DIRECTIONS FOR THIS TASK.
Nothing left out, nothing added: return the full set of records.

TASK DATA.

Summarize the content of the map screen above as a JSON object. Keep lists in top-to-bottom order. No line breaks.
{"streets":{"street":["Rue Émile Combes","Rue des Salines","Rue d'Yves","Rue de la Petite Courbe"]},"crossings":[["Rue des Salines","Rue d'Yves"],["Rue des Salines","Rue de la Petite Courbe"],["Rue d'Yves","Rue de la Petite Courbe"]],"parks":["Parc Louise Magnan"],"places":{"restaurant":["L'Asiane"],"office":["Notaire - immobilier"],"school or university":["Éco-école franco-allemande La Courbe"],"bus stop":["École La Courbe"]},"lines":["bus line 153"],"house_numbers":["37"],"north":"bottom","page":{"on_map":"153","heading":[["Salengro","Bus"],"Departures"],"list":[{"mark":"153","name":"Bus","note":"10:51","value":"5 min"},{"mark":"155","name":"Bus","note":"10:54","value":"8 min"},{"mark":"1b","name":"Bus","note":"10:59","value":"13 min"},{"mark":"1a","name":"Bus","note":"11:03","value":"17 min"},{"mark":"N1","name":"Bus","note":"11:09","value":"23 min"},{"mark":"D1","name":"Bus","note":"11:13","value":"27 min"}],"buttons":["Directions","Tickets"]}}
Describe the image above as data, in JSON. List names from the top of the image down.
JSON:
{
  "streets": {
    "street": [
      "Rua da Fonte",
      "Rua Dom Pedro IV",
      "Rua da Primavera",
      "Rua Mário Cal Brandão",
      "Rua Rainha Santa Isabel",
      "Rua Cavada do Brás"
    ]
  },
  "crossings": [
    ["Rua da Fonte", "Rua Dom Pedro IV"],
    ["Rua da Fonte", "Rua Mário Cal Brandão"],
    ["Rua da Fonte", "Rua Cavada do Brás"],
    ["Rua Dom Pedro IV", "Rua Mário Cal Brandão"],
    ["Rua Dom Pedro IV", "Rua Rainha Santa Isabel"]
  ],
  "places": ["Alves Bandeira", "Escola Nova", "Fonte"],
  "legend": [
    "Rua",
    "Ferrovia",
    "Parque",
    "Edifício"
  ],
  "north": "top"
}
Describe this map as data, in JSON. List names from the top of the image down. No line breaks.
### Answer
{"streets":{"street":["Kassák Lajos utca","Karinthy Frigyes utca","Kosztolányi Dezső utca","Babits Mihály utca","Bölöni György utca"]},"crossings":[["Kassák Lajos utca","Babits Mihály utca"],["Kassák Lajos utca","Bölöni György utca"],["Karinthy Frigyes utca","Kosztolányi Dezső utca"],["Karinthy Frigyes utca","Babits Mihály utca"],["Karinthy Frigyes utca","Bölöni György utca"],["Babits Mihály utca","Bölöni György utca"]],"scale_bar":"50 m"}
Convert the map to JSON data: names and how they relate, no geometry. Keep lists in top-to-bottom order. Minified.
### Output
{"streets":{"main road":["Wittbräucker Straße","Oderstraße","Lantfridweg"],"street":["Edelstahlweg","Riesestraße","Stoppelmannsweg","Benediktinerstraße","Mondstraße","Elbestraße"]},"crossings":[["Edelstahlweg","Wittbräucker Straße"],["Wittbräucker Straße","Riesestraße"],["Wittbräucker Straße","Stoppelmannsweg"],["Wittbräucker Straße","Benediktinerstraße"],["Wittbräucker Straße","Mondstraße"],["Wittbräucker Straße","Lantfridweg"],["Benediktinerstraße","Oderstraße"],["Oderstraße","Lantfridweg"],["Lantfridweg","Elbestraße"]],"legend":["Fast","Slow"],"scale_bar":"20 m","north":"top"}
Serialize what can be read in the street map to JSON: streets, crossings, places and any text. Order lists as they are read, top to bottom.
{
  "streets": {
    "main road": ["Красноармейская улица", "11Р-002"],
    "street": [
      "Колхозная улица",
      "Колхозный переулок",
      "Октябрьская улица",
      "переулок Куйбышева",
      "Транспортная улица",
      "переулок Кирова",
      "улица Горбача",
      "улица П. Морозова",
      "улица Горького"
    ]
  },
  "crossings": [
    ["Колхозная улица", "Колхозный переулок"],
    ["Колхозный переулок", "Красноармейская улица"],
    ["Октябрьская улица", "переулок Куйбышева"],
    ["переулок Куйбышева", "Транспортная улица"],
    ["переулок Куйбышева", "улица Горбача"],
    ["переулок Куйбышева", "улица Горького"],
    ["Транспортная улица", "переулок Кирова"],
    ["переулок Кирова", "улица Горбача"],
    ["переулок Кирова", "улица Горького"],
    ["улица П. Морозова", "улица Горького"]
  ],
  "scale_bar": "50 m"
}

TASK OUTPUT.
Summarize the content of the map screen above as a JSON object. Keep lists in top-to-bottom order. No line breaks.
{"streets":{"street":["Rue Émile Combes","Rue des Salines","Rue d'Yves","Rue de la Petite Courbe"]},"crossings":[["Rue des Salines","Rue d'Yves"],["Rue des Salines","Rue de la Petite Courbe"],["Rue d'Yves","Rue de la Petite Courbe"]],"parks":["Parc Louise Magnan"],"places":{"restaurant":["L'Asiane"],"office":["Notaire - immobilier"],"school or university":["Éco-école franco-allemande La Courbe"],"bus stop":["École La Courbe"]},"lines":["bus line 153"],"house_numbers":["37"],"north":"bottom","page":{"on_map":"153","heading":[["Salengro","Bus"],"Departures"],"list":[{"mark":"153","name":"Bus","note":"10:51","value":"5 min"},{"mark":"155","name":"Bus","note":"10:54","value":"8 min"},{"mark":"1b","name":"Bus","note":"10:59","value":"13 min"},{"mark":"1a","name":"Bus","note":"11:03","value":"17 min"},{"mark":"N1","name":"Bus","note":"11:09","value":"23 min"},{"mark":"D1","name":"Bus","note":"11:13","value":"27 min"}],"buttons":["Directions","Tickets"]}}
Describe the image above as data, in JSON. List names from the top of the image down.
JSON:
{
  "streets": {
    "street": [
      "Rua da Fonte",
      "Rua Dom Pedro IV",
      "Rua da Primavera",
      "Rua Mário Cal Brandão",
      "Rua Rainha Santa Isabel",
      "Rua Cavada do Brás"
    ]
  },
  "crossings": [
    ["Rua da Fonte", "Rua Dom Pedro IV"],
    ["Rua da Fonte", "Rua Mário Cal Brandão"],
    ["Rua da Fonte", "Rua Cavada do Brás"],
    ["Rua Dom Pedro IV", "Rua Mário Cal Brandão"],
    ["Rua Dom Pedro IV", "Rua Rainha Santa Isabel"]
  ],
  "places": ["Alves Bandeira", "Escola Nova", "Fonte"],
  "legend": [
    "Rua",
    "Ferrovia",
    "Parque",
    "Edifício"
  ],
  "north": "top"
}
Describe this map as data, in JSON. List names from the top of the image down. No line breaks.
### Answer
{"streets":{"street":["Kassák Lajos utca","Karinthy Frigyes utca","Kosztolányi Dezső utca","Babits Mihály utca","Bölöni György utca"]},"crossings":[["Kassák Lajos utca","Babits Mihály utca"],["Kassák Lajos utca","Bölöni György utca"],["Karinthy Frigyes utca","Kosztolányi Dezső utca"],["Karinthy Frigyes utca","Babits Mihály utca"],["Karinthy Frigyes utca","Bölöni György utca"],["Babits Mihály utca","Bölöni György utca"]],"scale_bar":"50 m"}
Convert the map to JSON data: names and how they relate, no geometry. Keep lists in top-to-bottom order. Minified.
### Output
{"streets":{"main road":["Wittbräucker Straße","Oderstraße","Lantfridweg"],"street":["Edelstahlweg","Riesestraße","Stoppelmannsweg","Benediktinerstraße","Mondstraße","Elbestraße"]},"crossings":[["Edelstahlweg","Wittbräucker Straße"],["Wittbräucker Straße","Riesestraße"],["Wittbräucker Straße","Stoppelmannsweg"],["Wittbräucker Straße","Benediktinerstraße"],["Wittbräucker Straße","Mondstraße"],["Wittbräucker Straße","Lantfridweg"],["Benediktinerstraße","Oderstraße"],["Oderstraße","Lantfridweg"],["Lantfridweg","Elbestraße"]],"legend":["Fast","Slow"],"scale_bar":"20 m","north":"top"}
Serialize what can be read in the street map to JSON: streets, crossings, places and any text. Order lists as they are read, top to bottom.
{
  "streets": {
    "main road": ["Красноармейская улица", "11Р-002"],
    "street": [
      "Колхозная улица",
      "Колхозный переулок",
      "Октябрьская улица",
      "переулок Куйбышева",
      "Транспортная улица",
      "переулок Кирова",
      "улица Горбача",
      "улица П. Морозова",
      "улица Горького"
    ]
  },
  "crossings": [
    ["Колхозная улица", "Колхозный переулок"],
    ["Колхозный переулок", "Красноармейская улица"],
    ["Октябрьская улица", "переулок Куйбышева"],
    ["переулок Куйбышева", "Транспортная улица"],
    ["переулок Куйбышева", "улица Горбача"],
    ["переулок Куйбышева", "улица Горького"],
    ["Транспортная улица", "переулок Кирова"],
    ["переулок Кирова", "улица Горбача"],
    ["переулок Кирова", "улица Горького"],
    ["улица П. Морозова", "улица Горького"]
  ],
  "scale_bar": "50 m"
}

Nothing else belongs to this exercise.